**EXERCISE:** Retype every record that appears below, unchanged.

### DATASET ENTRIES

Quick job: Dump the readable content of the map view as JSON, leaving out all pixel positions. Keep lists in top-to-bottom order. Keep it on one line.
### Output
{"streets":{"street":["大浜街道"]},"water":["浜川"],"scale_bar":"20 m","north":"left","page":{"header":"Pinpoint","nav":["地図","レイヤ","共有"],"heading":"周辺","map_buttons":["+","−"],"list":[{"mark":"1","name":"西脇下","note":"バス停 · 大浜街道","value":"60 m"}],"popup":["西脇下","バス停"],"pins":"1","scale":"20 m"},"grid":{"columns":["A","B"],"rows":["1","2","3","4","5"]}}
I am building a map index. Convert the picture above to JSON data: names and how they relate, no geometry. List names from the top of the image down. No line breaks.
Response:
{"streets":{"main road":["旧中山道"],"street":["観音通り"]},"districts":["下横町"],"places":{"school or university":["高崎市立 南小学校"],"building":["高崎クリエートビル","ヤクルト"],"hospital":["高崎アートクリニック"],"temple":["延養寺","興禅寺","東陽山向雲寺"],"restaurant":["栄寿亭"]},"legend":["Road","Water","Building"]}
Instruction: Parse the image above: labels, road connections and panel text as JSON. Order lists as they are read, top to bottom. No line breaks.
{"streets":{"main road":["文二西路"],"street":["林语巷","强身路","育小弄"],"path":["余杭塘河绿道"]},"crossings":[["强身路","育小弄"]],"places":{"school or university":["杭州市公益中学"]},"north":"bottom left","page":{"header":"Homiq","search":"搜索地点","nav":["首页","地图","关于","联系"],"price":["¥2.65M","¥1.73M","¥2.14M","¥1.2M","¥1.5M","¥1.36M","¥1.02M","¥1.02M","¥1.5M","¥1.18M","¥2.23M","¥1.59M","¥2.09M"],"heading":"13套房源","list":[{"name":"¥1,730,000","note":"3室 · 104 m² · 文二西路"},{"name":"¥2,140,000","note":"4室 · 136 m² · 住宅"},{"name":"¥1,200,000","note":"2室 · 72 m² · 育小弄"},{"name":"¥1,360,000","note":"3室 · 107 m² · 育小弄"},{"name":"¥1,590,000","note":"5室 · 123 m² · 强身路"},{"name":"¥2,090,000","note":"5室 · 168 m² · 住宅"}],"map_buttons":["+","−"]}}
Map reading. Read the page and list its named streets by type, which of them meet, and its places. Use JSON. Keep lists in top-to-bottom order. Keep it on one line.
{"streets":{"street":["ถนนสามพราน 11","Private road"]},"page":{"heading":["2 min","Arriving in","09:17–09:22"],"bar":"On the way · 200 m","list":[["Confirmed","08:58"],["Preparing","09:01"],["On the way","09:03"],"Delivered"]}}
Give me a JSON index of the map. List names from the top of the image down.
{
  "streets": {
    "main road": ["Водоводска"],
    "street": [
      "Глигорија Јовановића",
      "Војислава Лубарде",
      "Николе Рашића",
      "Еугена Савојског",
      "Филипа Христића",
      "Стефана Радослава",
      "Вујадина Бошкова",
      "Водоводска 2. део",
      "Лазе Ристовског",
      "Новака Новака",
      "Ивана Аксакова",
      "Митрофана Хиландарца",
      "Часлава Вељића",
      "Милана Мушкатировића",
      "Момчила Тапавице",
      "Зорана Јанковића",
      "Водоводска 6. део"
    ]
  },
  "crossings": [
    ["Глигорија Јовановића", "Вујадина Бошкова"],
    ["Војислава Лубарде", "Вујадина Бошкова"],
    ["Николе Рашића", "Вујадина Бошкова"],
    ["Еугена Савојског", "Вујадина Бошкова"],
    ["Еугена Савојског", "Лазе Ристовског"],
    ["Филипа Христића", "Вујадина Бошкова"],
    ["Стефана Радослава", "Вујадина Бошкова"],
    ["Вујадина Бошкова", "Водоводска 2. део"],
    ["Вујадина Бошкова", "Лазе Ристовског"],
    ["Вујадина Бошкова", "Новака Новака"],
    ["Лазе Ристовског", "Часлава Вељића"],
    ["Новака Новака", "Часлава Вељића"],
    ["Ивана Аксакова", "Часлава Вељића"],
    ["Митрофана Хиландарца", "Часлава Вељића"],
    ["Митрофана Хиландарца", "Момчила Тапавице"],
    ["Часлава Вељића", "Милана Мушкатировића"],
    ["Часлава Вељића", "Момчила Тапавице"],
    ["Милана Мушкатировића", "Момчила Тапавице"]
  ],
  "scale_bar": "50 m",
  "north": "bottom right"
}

######

**THE COMPLETED TASK:**
Quick job: Dump the readable content of the map view as JSON, leaving out all pixel positions. Keep lists in top-to-bottom order. Keep it on one line.
### Output
{"streets":{"street":["大浜街道"]},"water":["浜川"],"scale_bar":"20 m","north":"left","page":{"header":"Pinpoint","nav":["地図","レイヤ","共有"],"heading":"周辺","map_buttons":["+","−"],"list":[{"mark":"1","name":"西脇下","note":"バス停 · 大浜街道","value":"60 m"}],"popup":["西脇下","バス停"],"pins":"1","scale":"20 m"},"grid":{"columns":["A","B"],"rows":["1","2","3","4","5"]}}
I am building a map index. Convert the picture above to JSON data: names and how they relate, no geometry. List names from the top of the image down. No line breaks.
Response:
{"streets":{"main road":["旧中山道"],"street":["観音通り"]},"districts":["下横町"],"places":{"school or university":["高崎市立 南小学校"],"building":["高崎クリエートビル","ヤクルト"],"hospital":["高崎アートクリニック"],"temple":["延養寺","興禅寺","東陽山向雲寺"],"restaurant":["栄寿亭"]},"legend":["Road","Water","Building"]}
Instruction: Parse the image above: labels, road connections and panel text as JSON. Order lists as they are read, top to bottom. No line breaks.
{"streets":{"main road":["文二西路"],"street":["林语巷","强身路","育小弄"],"path":["余杭塘河绿道"]},"crossings":[["强身路","育小弄"]],"places":{"school or university":["杭州市公益中学"]},"north":"bottom left","page":{"header":"Homiq","search":"搜索地点","nav":["首页","地图","关于","联系"],"price":["¥2.65M","¥1.73M","¥2.14M","¥1.2M","¥1.5M","¥1.36M","¥1.02M","¥1.02M","¥1.5M","¥1.18M","¥2.23M","¥1.59M","¥2.09M"],"heading":"13套房源","list":[{"name":"¥1,730,000","note":"3室 · 104 m² · 文二西路"},{"name":"¥2,140,000","note":"4室 · 136 m² · 住宅"},{"name":"¥1,200,000","note":"2室 · 72 m² · 育小弄"},{"name":"¥1,360,000","note":"3室 · 107 m² · 育小弄"},{"name":"¥1,590,000","note":"5室 · 123 m² · 强身路"},{"name":"¥2,090,000","note":"5室 · 168 m² · 住宅"}],"map_buttons":["+","−"]}}
Map reading. Read the page and list its named streets by type, which of them meet, and its places. Use JSON. Keep lists in top-to-bottom order. Keep it on one line.
{"streets":{"street":["ถนนสามพราน 11","Private road"]},"page":{"heading":["2 min","Arriving in","09:17–09:22"],"bar":"On the way · 200 m","list":[["Confirmed","08:58"],["Preparing","09:01"],["On the way","09:03"],"Delivered"]}}
Give me a JSON index of the map. List names from the top of the image down.
{
  "streets": {
    "main road": ["Водоводска"],
    "street": [
      "Глигорија Јовановића",
      "Војислава Лубарде",
      "Николе Рашића",
      "Еугена Савојског",
      "Филипа Христића",
      "Стефана Радослава",
      "Вујадина Бошкова",
      "Водоводска 2. део",
      "Лазе Ристовског",
      "Новака Новака",
      "Ивана Аксакова",
      "Митрофана Хиландарца",
      "Часлава Вељића",
      "Милана Мушкатировића",
      "Момчила Тапавице",
      "Зорана Јанковића",
      "Водоводска 6. део"
    ]
  },
  "crossings": [
    ["Глигорија Јовановића", "Вујадина Бошкова"],
    ["Војислава Лубарде", "Вујадина Бошкова"],
    ["Николе Рашића", "Вујадина Бошкова"],
    ["Еугена Савојског", "Вујадина Бошкова"],
    ["Еугена Савојског", "Лазе Ристовског"],
    ["Филипа Христића", "Вујадина Бошкова"],
    ["Стефана Радослава", "Вујадина Бошкова"],
    ["Вујадина Бошкова", "Водоводска 2. део"],
    ["Вујадина Бошкова", "Лазе Ристовског"],
    ["Вујадина Бошкова", "Новака Новака"],
    ["Лазе Ристовског", "Часлава Вељића"],
    ["Новака Новака", "Часлава Вељића"],
    ["Ивана Аксакова", "Часлава Вељића"],
    ["Митрофана Хиландарца", "Часлава Вељића"],
    ["Митрофана Хиландарца", "Момчила Тапавице"],
    ["Часлава Вељића", "Милана Мушкатировића"],
    ["Часлава Вељића", "Момчила Тапавице"],
    ["Милана Мушкатировића", "Момчила Тапавице"]
  ],
  "scale_bar": "50 m",
  "north": "bottom right"
}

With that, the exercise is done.